我有一些包含许多类的python代码。我使用cProfile
来查找运行程序的总时间是68秒。我发现名为Buyers
的类中的以下函数大约需要60秒的68秒。我必须运行程序大约100次,所以任何速度的提高都会有所帮助。你能建议通过修改代码来提高速度吗?如果您需要更多有用的信息,请告诉我们。
def qtyDemanded(self, timePd, priceVector):
'''Returns quantity demanded in period timePd. In addition,
also updates the list of customers and non-customers.
Inputs: timePd and priceVector
Output: count of people for whom priceVector[-1] < utility
'''
## Initialize count of customers to zero
## Set self.customers and self.nonCustomers to empty lists
price = priceVector[-1]
count = 0
self.customers = []
self.nonCustomers = []
for person in self.people:
if person.utility >= price:
person.customer = 1
self.customers.append(person)
else:
person.customer = 0
self.nonCustomers.append(person)
return len(self.customers)
self.people
是person
个对象的列表。每个person
都有customer
和utility
作为其属性。
编辑 - 已回复
-------------------------------------
非常感谢你的建议。这里是 回应一些人们善意的问题和建议 制作。我没有尝试过所有这些,但会尝试其他人并稍后再回复。
(1)@amber - 该函数被访问80,000次。
(2)@gnibbler和其他人 - self.people是内存中Person对象的列表。未连接到数据库。
(3)@Hugh Bothwell
原始功能拍摄的时间 - 60.8秒(访问80000次)
使用本地函数别名的新函数执行的时间 - 56.4秒(访问80000次)
(4)@rotoglup和@Martin Thomas
我还没有尝试过您的解决方案。我需要检查其余代码以查看我使用self.customers的地方,然后才能更改不将客户附加到self.customers列表。但我会尝试并回信。
(5)@TryPyPy - 感谢您提供的检查代码。
首先让我先阅读一下您所提出的建议,看看这些建议是否可行。
编辑2
有人建议,由于我在self.people
标记了客户和非客户,我应该尝试使用append创建self.customers
和self.noncustomers
的单独列表。相反,我应该遍历self.people
以找到客户的数量。我尝试了以下代码,并将f_w_append
和f_wo_append
下的两个函数计时。我确实发现后者花费的时间较少,但仍然是前者占用时间的96%。也就是说,速度的增加非常小。
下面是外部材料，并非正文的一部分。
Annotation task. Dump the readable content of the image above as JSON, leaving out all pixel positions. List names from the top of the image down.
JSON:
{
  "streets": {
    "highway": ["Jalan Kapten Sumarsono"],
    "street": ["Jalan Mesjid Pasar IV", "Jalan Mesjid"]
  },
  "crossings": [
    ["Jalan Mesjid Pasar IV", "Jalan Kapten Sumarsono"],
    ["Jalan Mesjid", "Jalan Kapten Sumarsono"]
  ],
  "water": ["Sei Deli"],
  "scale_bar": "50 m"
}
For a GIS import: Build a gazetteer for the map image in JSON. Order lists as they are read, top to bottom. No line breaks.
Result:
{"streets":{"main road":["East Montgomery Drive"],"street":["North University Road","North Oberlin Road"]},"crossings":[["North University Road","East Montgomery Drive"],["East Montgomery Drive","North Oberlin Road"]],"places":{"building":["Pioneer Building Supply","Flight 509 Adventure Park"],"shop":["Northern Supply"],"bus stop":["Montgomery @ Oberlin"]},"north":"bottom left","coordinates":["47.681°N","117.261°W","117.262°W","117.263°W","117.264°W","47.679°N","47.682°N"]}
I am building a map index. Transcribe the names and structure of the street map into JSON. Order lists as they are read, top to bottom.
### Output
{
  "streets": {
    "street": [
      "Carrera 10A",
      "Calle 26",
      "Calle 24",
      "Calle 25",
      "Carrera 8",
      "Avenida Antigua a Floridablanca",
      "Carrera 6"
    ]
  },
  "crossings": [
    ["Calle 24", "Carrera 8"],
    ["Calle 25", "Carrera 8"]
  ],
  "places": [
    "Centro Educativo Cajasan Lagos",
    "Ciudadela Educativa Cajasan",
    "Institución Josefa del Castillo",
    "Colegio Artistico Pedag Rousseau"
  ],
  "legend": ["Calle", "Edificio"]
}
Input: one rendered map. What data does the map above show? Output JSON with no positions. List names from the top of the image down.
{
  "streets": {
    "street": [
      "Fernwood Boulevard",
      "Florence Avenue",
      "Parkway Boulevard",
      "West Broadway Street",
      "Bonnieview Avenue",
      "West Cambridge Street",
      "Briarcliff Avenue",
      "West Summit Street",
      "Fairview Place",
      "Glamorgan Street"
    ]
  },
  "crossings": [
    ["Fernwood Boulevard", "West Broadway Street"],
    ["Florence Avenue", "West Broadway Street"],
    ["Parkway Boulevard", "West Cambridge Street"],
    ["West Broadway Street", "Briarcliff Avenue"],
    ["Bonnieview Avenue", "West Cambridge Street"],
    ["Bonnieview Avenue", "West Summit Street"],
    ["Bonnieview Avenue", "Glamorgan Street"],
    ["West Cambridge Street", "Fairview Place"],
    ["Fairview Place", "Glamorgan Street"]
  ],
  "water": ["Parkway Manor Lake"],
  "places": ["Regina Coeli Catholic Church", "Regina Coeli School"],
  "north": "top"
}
@TryPyPy - 下面这段代码足以检查瓶颈功能,以防你的报价仍在那里与其他编译器一起检查。
再次感谢所有回复的人。
import numpy
class person(object):
def __init__(self, util):
self.utility = util
self.customer = 0
class population(object):
def __init__(self, numpeople):
self.people = []
self.cus = []
self.noncus = []
numpy.random.seed(1)
utils = numpy.random.uniform(0, 300, numpeople)
for u in utils:
per = person(u)
self.people.append(per)
popn = population(300)
def f_w_append():
'''Function with append'''
P = 75
cus = []
noncus = []
for per in popn.people:
if per.utility >= P:
per.customer = 1
cus.append(per)
else:
per.customer = 0
noncus.append(per)
return len(cus)
def f_wo_append():
'''Function without append'''
P = 75
for per in popn.people:
if per.utility >= P:
per.customer = 1
else:
per.customer = 0
numcustomers = 0
for per in popn.people:
if per.customer == 1:
numcustomers += 1
return numcustomers
编辑3:问题看似numpy
这是对John Machin在下面所说的回应。下面你看到两种定义Population
类的方法。我在下面运行了两次程序,每次创建Population
类。一个使用numpy,一个不使用numpy。一个没有 numpy的时间与John在跑步中发现的时间相似。一个有numpy需要更长的时间。我不清楚的是popn
实例是在时间记录开始之前创建的(至少它是从代码中出现的那个)。那么,为什么numpy版本需要更长的时间。并且,我认为numpy应该更有效率。无论如何,这个问题似乎与numpy有关,而不是附加,即使它确实减慢了一点点。有人可以用下面的代码确认吗?感谢。
import random # instead of numpy
import numpy
import time
timer_func = time.time # using Mac OS X 10.5.8
class Person(object):
def __init__(self, util):
self.utility = util
self.customer = 0
class Population(object):
def __init__(self, numpeople):
random.seed(1)
self.people = [Person(random.uniform(0, 300)) for i in xrange(numpeople)]
self.cus = []
self.noncus = []
# Numpy based
# class Population(object):
# def __init__(self, numpeople):
# numpy.random.seed(1)
# utils = numpy.random.uniform(0, 300, numpeople)
# self.people = [Person(u) for u in utils]
# self.cus = []
# self.noncus = []
def f_wo_append(popn):
'''Function without append'''
P = 75
for per in popn.people:
if per.utility >= P:
per.customer = 1
else:
per.customer = 0
numcustomers = 0
for per in popn.people:
if per.customer == 1:
numcustomers += 1
return numcustomers
t0 = timer_func()
for i in xrange(20000):
x = f_wo_append(popn)
t1 = timer_func()
print t1-t0
编辑4:查看John Machin和TryPyPy的答案
由于这里有很多编辑和更新,那些第一次发现自己的人可能会有点困惑。请参阅John Machin和TryPyPy的答案。这两者都可以帮助大大提高代码的速度。我很感激他们和其他提醒我append
慢的人。因为,在这种情况下,我将使用John Machin的解决方案而不是使用numpy来生成实用程序,我接受他的回答作为答案。但是,我非常感谢TryPyPy指出的方向。
答案 0 :(得分:5)
在优化Python代码以提高速度之后,您可以尝试许多方法。如果此程序不需要C扩展,则可以在PyPy下运行它以从其JIT编译器中受益。您可以尝试为C extension创建huge speedups。 Shed Skin甚至允许您将Python程序转换为独立的C ++二进制文件。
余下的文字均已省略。